As a young man, I dreamed of spending all of my days in the mountains. I completed an array of professional qualifications; the Single Pitch Award (SPA), the Mountaineering Instructor Award (MIA), the Mountain Leader (ML) award, and the Mountaineering Instructor Certificate (MIC). Climbing was where I felt at home.
The reality of life, of course, got in the way and I fell into a career as a teacher. This allowed me to maintain a hint of my real love by taking on roles in schools such as Head of Outdoor Education and leading a great many expeditions, camps, climbing days, walking trips, and overseeing the Duke of Edinburgh Award. I have always been very grateful to hear from former pupils who tell me those activities played a major role in forming their love of the outdoors. Not only because I’m proud of them, but also because it reminds me of the great teachers I was lucky to have as a child, who would take us hiking, climbing, canoeing, sailing, and anything else we asked them for. I was so lucky to attend a great school with amazing staff who understood their role was far more than communicating their subjects.

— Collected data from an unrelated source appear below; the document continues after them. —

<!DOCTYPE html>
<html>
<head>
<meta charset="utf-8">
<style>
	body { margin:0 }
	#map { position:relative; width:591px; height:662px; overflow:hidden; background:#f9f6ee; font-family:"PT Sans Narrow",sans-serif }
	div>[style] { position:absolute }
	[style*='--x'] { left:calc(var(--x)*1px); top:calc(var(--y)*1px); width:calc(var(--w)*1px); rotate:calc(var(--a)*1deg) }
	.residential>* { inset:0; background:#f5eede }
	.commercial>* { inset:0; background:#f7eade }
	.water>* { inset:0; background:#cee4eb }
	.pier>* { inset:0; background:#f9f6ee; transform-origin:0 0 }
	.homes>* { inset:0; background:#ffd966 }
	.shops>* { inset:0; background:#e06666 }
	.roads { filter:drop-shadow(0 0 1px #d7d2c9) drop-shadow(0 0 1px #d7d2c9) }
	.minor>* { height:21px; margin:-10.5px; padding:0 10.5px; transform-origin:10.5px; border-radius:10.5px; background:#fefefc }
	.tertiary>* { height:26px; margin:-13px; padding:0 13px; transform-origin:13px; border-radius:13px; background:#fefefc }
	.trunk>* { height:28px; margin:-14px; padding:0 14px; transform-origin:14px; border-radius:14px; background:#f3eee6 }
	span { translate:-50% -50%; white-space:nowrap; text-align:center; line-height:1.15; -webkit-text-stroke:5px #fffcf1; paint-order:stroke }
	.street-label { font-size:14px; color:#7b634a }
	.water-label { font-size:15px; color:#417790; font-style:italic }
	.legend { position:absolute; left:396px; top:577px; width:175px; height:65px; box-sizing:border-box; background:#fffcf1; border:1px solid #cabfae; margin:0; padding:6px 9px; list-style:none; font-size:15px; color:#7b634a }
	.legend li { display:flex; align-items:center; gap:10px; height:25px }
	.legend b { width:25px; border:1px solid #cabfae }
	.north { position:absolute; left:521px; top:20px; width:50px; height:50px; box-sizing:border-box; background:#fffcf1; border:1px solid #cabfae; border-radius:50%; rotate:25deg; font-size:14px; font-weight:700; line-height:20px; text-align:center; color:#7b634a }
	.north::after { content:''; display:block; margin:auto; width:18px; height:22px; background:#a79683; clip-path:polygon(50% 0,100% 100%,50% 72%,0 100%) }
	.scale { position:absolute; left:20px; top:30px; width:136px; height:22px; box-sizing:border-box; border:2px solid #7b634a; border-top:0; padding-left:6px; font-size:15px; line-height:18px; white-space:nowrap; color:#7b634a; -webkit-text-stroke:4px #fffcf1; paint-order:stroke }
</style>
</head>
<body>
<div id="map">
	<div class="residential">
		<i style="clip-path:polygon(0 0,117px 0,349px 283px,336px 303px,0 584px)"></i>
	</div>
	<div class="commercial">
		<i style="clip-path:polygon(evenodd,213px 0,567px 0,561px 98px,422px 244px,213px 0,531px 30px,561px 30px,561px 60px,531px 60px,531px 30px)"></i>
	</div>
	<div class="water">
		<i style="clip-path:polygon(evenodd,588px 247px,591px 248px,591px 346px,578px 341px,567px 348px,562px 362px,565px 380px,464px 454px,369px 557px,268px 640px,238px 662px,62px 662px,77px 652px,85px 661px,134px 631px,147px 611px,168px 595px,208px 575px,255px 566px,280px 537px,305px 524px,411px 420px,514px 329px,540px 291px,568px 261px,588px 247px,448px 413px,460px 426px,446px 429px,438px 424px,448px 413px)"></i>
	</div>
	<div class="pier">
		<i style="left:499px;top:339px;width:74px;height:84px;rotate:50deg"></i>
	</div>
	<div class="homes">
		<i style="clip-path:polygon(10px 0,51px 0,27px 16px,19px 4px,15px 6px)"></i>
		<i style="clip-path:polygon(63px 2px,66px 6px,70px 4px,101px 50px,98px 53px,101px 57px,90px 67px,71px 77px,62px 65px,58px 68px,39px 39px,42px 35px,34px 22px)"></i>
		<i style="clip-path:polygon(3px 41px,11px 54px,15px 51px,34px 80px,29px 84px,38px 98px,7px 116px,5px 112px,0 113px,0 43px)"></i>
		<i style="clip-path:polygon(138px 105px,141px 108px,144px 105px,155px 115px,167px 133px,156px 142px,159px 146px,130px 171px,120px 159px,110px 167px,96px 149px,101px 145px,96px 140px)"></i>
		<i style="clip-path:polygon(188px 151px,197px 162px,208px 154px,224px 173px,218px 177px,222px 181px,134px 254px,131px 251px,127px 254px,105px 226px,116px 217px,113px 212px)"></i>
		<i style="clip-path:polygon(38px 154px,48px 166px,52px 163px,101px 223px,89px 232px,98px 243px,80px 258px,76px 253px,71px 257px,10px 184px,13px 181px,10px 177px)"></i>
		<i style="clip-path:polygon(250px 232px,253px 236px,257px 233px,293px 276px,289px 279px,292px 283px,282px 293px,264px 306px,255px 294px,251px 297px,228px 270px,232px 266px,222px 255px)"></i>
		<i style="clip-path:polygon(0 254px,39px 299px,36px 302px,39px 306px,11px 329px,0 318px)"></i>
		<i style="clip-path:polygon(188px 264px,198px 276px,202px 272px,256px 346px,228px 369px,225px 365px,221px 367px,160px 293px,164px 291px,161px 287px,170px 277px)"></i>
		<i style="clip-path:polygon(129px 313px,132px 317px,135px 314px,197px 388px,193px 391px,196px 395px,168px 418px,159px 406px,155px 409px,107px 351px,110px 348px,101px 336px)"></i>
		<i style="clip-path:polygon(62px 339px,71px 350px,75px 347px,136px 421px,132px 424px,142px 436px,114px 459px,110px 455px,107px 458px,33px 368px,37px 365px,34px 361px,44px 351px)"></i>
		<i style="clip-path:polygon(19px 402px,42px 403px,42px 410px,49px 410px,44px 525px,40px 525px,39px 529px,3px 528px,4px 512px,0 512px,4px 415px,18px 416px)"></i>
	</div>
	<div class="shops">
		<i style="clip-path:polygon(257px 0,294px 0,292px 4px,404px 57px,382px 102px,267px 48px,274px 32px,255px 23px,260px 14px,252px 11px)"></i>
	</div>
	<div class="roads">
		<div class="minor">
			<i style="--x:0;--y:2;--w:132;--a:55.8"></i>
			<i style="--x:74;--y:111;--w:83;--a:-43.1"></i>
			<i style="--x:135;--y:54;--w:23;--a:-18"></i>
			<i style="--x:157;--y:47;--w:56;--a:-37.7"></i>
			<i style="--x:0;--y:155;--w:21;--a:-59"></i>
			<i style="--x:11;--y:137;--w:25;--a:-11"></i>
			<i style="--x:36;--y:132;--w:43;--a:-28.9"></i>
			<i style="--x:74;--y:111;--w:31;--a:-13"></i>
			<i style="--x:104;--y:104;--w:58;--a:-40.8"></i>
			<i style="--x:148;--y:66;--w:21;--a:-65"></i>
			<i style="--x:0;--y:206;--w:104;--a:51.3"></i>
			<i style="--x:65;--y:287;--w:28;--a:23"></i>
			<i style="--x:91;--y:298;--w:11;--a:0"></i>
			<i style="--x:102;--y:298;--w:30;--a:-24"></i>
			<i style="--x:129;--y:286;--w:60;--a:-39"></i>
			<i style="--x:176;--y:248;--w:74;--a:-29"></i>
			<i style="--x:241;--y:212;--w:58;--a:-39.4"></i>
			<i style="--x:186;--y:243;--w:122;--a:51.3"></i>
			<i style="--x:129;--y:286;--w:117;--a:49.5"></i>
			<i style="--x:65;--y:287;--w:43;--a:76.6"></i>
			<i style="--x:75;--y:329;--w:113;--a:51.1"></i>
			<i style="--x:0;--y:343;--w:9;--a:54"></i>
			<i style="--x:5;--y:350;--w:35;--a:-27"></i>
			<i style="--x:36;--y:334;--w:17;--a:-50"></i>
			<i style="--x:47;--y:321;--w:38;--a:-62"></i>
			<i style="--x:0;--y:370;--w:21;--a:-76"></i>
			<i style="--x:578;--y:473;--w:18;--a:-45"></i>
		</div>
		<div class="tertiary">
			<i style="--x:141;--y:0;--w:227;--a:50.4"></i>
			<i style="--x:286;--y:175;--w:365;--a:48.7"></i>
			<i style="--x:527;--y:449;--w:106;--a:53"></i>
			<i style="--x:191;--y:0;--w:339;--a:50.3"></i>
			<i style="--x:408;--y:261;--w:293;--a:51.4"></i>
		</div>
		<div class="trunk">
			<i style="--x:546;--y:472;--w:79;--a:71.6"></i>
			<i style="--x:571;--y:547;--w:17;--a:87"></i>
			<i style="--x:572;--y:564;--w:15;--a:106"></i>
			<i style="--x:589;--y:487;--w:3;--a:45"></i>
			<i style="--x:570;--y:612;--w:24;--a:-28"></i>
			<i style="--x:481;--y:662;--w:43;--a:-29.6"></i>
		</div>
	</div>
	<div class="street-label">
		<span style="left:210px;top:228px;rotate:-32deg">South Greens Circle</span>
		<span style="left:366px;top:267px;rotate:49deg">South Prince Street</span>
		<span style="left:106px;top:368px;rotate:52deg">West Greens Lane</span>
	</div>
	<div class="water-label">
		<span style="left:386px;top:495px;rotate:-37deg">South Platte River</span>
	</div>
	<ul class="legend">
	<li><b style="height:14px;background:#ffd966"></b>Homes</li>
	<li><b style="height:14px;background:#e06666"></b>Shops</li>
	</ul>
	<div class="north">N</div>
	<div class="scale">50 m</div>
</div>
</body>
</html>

Living close to mountains in my twenties and working as a teacher, with long holidays and few responsibilities, meant being able to climb, camp and hike whenever I chose.
But as I climbed the career ladder, I gave more time to my work and less time to everything else.
I left teaching in 2006 to pursue a career in business. Since then, I have been utterly consumed by work and have had very little time to do the things I most enjoy. This feels like a betrayal of the young man I was and his aims and desires. He would have said, what’s the point in winning the rat race? You’ll still be a rat. And he is, of course, right. Life is not a dress rehearsal.
So in an attempt to redress the balance, I thought I’d go on a new trek.
When I was young, I walked Offa’s Dyke (twice) and The Pennine Way (also twice, though, frankly once was enough – horrid path), I did Coast to Coast (both directions) and walked countless other decent length trails. But there is so much of Britain I have not yet walked. It seemed a sensible solution, therefore, to walk the full length of it.
I decided to attempt to walk from Land’s End to John O’Groats quite some years ago and have bored friends and family talking about it ever since. And now the time has arrived to actually do it.
I am out of shape at the moment – I know what being in good shape feels like and it’s very, very far from this – but I still hope to be able to complete the walk in a reasonable time. We’ll see.
When asked why I want to do this walk, I find it difficult to bring to my lips any tangible response. Perhaps as an apology to the boy I was, perhaps as a way of connecting with the land again. I don’t know. I just know I have to do it.